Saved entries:
--------------------------------------------------

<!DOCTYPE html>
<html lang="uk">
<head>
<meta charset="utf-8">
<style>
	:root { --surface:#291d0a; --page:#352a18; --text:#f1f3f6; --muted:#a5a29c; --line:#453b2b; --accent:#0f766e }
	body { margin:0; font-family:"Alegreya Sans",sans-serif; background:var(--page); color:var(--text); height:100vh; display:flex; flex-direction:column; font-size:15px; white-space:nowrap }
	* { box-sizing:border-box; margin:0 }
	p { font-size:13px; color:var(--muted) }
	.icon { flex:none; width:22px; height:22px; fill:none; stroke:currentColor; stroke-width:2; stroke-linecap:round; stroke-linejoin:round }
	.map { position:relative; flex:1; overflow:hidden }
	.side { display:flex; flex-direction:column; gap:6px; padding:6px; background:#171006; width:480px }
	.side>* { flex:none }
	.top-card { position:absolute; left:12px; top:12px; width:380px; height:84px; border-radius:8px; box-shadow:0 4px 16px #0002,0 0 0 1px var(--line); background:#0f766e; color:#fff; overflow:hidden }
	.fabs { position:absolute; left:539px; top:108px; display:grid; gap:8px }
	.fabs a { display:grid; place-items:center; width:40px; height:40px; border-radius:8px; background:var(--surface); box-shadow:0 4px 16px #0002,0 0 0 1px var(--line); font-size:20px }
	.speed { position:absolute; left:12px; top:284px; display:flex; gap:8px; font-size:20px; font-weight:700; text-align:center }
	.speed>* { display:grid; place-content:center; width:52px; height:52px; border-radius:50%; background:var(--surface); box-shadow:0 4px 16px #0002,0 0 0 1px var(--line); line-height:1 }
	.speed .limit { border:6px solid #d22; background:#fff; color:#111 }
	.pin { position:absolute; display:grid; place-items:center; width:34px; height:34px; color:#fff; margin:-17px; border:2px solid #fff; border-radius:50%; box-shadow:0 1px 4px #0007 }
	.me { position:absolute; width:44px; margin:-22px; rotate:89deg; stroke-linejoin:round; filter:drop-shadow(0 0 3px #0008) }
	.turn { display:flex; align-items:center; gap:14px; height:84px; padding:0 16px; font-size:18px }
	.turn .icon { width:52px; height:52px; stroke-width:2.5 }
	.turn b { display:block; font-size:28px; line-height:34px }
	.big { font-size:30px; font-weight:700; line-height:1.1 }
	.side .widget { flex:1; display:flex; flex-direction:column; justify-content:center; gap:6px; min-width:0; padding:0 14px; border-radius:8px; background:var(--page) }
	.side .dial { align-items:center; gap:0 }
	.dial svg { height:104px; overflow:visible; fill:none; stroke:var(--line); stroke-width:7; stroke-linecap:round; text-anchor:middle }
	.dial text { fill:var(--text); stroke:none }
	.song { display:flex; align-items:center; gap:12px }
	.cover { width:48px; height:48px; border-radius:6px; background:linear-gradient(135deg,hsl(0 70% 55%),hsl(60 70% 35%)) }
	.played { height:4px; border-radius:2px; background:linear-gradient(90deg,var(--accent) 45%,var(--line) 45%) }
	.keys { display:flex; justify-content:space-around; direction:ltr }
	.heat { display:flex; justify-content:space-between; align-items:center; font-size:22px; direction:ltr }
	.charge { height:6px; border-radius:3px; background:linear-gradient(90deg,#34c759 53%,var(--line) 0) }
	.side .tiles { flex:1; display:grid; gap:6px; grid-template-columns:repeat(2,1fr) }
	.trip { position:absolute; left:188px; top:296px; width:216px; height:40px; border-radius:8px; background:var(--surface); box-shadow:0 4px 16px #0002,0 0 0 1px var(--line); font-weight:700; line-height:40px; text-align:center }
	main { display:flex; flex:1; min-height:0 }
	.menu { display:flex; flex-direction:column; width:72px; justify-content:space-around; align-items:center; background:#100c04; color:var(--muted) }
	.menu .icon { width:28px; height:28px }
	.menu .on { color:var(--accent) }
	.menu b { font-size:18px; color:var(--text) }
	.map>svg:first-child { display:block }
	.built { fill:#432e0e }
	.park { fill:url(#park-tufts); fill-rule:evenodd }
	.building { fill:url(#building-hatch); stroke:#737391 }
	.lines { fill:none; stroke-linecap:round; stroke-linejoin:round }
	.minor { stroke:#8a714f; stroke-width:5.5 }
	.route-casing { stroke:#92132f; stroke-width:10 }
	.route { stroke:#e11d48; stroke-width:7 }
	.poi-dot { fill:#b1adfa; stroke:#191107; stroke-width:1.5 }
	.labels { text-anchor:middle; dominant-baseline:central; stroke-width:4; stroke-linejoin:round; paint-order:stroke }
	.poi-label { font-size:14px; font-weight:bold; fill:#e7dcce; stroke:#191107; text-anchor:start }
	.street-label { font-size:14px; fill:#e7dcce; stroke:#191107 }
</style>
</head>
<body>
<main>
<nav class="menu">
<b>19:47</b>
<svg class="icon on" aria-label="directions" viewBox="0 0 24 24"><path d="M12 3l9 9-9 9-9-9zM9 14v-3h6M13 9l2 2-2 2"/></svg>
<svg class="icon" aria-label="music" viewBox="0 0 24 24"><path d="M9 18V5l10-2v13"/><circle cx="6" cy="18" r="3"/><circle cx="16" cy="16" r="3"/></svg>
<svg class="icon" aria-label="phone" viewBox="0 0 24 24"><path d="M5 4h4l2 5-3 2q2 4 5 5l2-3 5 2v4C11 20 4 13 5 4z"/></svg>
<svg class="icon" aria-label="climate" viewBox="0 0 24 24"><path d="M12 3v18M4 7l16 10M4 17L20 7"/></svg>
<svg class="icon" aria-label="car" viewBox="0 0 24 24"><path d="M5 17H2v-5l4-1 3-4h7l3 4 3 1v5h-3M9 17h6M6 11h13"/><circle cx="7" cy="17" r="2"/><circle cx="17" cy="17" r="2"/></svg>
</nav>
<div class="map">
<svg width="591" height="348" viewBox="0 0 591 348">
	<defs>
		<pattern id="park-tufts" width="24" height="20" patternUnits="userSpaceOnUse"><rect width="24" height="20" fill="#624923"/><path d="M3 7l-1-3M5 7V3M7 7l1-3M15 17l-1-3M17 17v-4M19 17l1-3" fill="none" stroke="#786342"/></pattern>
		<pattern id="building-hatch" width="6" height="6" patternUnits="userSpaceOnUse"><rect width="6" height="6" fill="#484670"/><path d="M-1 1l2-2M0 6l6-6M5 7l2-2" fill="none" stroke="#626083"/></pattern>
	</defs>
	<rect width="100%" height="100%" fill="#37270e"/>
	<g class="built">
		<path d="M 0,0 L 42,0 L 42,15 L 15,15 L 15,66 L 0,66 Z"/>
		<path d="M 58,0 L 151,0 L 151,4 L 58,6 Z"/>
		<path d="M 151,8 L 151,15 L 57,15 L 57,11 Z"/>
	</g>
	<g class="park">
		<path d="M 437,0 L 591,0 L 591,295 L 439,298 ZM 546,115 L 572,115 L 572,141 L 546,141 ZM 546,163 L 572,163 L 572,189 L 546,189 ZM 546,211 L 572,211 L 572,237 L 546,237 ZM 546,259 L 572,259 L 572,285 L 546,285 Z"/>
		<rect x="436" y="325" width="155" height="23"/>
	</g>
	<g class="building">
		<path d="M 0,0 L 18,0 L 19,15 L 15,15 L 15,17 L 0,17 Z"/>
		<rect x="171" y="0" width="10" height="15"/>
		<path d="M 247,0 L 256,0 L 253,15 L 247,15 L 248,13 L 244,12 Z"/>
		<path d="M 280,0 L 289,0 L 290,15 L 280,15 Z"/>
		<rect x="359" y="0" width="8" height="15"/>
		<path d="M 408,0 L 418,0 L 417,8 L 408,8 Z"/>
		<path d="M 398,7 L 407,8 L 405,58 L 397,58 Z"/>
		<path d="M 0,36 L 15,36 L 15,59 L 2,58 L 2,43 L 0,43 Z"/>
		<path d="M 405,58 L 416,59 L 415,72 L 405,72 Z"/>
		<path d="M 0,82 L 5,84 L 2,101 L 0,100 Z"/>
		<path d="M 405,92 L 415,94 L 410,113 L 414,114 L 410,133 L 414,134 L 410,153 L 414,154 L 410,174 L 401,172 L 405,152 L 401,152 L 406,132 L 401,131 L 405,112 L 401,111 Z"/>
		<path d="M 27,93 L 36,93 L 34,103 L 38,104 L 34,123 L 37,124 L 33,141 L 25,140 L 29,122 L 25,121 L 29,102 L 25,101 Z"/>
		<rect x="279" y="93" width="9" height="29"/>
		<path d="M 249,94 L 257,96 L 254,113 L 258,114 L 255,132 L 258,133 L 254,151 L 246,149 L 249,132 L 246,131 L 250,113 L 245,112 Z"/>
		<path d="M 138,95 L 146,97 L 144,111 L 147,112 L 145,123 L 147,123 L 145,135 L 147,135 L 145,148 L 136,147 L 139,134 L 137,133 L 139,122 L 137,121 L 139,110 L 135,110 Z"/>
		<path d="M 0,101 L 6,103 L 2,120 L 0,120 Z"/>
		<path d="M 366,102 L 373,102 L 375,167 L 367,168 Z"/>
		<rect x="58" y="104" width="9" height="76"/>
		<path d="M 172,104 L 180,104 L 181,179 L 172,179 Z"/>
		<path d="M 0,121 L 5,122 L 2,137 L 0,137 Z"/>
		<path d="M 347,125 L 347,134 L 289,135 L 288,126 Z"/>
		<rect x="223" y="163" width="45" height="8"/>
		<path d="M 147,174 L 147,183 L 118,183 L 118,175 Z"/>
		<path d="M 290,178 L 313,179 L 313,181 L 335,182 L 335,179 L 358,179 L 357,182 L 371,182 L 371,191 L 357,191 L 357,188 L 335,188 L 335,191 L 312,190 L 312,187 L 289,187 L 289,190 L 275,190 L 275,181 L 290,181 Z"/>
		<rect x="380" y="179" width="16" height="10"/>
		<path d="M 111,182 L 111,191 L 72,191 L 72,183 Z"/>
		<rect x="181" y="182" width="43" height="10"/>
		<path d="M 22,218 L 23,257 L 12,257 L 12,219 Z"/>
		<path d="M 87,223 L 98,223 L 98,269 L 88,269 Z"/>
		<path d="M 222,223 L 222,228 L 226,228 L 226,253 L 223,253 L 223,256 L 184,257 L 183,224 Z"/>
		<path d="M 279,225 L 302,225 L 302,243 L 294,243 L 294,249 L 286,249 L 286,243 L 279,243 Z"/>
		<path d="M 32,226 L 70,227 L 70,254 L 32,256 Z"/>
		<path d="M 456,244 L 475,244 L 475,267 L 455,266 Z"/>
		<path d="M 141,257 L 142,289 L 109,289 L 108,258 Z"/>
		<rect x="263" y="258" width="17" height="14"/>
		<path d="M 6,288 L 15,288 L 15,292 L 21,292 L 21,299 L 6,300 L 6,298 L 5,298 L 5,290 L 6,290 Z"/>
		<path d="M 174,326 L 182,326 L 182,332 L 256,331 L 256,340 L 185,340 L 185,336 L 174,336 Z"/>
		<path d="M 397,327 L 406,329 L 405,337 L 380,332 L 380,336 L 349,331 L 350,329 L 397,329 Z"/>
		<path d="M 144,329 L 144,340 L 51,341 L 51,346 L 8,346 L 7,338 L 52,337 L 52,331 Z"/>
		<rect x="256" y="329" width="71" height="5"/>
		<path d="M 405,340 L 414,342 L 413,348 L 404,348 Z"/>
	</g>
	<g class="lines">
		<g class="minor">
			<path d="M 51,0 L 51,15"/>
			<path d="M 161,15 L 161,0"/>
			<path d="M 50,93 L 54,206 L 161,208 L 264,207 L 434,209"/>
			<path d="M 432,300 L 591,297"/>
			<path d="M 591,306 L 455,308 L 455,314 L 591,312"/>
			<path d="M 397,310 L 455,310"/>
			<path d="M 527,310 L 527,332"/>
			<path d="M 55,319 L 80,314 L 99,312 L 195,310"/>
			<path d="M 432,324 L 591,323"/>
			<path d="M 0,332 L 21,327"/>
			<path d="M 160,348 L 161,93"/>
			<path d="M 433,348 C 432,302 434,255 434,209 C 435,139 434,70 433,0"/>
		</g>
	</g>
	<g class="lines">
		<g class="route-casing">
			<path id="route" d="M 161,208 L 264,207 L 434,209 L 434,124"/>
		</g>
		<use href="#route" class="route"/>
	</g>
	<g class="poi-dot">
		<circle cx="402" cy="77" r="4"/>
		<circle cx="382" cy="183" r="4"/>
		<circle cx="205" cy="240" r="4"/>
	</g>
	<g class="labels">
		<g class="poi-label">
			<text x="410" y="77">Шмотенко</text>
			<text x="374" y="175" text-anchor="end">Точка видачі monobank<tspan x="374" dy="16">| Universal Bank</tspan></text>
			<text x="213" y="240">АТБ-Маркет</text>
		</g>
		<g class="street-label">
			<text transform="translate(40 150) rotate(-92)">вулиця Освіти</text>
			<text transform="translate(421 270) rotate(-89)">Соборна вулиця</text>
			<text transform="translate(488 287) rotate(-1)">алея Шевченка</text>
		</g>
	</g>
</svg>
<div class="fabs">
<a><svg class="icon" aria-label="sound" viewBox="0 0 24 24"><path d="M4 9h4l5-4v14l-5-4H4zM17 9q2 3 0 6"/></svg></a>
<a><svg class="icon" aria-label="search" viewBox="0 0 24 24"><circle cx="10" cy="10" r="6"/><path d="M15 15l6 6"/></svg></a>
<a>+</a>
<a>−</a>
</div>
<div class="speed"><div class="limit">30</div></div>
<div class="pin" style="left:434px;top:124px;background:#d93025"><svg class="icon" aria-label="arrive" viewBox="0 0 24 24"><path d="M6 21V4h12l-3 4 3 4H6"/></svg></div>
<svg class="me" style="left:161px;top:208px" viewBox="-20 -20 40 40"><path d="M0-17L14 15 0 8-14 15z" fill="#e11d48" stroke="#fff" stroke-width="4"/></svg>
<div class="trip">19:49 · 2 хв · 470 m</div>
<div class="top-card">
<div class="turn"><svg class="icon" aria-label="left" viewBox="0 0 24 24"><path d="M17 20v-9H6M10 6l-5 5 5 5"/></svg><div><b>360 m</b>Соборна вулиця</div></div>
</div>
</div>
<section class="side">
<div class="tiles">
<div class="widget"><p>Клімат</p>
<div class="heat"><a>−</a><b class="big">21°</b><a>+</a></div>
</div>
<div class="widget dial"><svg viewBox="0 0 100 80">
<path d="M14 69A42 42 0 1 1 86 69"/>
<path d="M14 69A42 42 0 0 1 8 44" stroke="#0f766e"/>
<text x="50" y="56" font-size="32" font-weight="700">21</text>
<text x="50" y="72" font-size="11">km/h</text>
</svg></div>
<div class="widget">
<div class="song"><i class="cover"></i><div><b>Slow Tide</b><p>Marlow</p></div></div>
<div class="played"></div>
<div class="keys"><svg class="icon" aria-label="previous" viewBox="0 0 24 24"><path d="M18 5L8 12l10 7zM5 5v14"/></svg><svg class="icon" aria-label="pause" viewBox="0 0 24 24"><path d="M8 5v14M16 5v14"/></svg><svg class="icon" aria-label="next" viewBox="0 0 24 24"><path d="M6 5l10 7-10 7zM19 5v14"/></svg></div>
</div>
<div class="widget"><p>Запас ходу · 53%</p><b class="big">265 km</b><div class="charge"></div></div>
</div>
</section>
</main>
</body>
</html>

--------------------------------------------------

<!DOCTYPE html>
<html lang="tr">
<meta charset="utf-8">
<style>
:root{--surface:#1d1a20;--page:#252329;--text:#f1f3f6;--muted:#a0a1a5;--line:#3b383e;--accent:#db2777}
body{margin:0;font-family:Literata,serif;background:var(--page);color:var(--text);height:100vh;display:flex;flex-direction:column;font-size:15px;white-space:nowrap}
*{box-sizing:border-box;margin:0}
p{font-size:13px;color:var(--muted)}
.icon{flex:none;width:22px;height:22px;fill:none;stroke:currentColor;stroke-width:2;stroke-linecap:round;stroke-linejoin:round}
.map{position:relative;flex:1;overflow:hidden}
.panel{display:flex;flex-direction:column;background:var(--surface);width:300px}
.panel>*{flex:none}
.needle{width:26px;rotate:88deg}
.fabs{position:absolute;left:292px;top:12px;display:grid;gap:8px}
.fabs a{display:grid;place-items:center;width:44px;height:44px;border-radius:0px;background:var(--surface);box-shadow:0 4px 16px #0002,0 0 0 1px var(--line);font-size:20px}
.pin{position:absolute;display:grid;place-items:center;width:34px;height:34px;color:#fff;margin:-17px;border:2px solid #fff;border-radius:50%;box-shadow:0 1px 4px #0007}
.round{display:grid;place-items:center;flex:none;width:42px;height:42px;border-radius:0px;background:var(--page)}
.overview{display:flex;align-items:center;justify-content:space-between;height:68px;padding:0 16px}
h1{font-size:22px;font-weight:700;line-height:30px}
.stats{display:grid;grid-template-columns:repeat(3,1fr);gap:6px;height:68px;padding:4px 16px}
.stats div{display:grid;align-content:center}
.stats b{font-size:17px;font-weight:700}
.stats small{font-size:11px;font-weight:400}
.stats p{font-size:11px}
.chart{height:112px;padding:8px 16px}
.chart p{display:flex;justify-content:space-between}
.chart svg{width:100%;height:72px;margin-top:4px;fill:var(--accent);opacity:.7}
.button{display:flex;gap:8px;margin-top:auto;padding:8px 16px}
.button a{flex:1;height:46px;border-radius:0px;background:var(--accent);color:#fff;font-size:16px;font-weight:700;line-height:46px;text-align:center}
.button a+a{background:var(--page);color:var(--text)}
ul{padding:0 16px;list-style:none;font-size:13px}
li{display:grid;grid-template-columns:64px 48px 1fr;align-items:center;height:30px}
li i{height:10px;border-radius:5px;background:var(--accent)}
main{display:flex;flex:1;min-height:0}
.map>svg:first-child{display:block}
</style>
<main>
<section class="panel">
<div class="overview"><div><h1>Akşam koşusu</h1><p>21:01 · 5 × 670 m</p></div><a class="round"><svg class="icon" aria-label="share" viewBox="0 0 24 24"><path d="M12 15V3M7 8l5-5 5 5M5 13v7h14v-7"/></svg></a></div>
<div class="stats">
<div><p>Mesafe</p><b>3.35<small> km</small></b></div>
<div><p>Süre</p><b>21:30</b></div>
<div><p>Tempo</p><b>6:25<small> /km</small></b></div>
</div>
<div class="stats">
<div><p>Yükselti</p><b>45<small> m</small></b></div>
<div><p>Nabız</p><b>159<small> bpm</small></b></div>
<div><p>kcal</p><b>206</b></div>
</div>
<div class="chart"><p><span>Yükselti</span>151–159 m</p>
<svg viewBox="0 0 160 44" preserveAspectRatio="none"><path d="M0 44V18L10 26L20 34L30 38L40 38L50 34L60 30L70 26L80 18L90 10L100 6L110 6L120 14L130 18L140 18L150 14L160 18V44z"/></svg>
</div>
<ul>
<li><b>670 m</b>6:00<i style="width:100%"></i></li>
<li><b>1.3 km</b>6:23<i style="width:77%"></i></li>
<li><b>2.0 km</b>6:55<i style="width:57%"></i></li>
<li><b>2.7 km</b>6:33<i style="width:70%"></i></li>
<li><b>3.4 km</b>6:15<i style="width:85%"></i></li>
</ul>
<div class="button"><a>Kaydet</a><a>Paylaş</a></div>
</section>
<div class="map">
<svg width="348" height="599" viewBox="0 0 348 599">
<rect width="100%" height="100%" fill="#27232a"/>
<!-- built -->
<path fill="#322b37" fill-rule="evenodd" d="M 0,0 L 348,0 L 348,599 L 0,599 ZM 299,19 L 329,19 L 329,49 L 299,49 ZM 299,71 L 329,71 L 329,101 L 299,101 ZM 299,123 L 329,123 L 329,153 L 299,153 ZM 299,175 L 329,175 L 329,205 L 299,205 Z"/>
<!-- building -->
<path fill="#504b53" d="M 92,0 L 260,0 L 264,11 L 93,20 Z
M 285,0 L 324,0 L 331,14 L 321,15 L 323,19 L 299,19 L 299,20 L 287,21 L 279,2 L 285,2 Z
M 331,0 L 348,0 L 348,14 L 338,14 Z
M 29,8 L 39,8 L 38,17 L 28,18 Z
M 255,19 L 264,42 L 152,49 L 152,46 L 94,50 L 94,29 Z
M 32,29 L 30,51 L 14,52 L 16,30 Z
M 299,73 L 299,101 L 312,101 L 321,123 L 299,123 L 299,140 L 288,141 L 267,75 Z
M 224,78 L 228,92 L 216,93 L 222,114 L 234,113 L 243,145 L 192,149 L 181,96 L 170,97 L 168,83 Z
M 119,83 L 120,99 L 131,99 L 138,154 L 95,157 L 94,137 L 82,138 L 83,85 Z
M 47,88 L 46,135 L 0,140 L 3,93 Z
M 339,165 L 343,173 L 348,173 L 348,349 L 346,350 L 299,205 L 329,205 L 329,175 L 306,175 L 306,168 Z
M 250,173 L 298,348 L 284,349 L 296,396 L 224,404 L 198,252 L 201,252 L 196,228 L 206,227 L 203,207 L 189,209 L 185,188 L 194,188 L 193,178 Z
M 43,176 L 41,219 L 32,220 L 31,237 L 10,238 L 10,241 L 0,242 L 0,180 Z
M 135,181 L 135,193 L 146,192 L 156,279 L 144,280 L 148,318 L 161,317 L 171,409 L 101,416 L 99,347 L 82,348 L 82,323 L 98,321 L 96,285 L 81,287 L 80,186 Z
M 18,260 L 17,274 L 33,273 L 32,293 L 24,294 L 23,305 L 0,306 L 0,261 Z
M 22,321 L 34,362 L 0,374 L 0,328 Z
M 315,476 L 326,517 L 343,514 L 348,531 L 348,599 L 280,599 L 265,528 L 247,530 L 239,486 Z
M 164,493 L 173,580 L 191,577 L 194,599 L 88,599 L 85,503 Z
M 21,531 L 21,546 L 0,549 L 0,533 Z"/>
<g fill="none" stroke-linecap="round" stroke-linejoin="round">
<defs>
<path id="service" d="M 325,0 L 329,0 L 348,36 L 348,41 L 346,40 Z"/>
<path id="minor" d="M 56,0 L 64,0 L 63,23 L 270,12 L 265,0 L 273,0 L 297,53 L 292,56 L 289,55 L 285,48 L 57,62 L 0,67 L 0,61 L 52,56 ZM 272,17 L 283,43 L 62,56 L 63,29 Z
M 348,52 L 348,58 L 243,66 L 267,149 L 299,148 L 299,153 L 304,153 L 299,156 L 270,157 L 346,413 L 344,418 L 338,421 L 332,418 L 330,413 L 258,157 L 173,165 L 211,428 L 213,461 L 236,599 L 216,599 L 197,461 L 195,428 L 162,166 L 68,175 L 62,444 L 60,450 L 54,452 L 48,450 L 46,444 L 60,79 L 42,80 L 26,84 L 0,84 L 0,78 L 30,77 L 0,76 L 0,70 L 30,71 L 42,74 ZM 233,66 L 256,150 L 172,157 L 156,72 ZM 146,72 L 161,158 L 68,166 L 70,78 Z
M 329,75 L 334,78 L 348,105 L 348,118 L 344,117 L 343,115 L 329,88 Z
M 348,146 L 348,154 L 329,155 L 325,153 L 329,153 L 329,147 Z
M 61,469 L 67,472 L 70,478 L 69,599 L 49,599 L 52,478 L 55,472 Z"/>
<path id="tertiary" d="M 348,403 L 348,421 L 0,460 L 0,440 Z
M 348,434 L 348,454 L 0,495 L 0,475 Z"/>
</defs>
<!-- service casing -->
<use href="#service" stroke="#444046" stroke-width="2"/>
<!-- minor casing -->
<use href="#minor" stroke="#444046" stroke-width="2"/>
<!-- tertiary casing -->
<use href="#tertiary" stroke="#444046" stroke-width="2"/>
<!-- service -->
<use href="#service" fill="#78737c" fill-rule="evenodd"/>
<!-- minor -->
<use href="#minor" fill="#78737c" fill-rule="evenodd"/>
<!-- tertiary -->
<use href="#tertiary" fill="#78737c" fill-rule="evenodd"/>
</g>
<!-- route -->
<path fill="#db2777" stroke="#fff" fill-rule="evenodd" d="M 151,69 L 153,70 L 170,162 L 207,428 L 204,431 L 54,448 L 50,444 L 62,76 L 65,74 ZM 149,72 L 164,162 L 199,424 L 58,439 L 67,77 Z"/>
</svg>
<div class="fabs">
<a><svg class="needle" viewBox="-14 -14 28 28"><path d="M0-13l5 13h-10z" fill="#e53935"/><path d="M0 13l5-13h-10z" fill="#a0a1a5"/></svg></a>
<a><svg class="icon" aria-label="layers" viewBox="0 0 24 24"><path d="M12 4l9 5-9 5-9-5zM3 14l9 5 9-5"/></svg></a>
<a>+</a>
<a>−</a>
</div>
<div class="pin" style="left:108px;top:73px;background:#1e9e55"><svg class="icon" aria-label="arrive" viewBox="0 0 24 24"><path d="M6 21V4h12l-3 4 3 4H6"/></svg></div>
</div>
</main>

--------------------------------------------------

# Work to complete
Using the entries above, work out the number of lines containing the string "html", and supply only that number.

# Your solution
5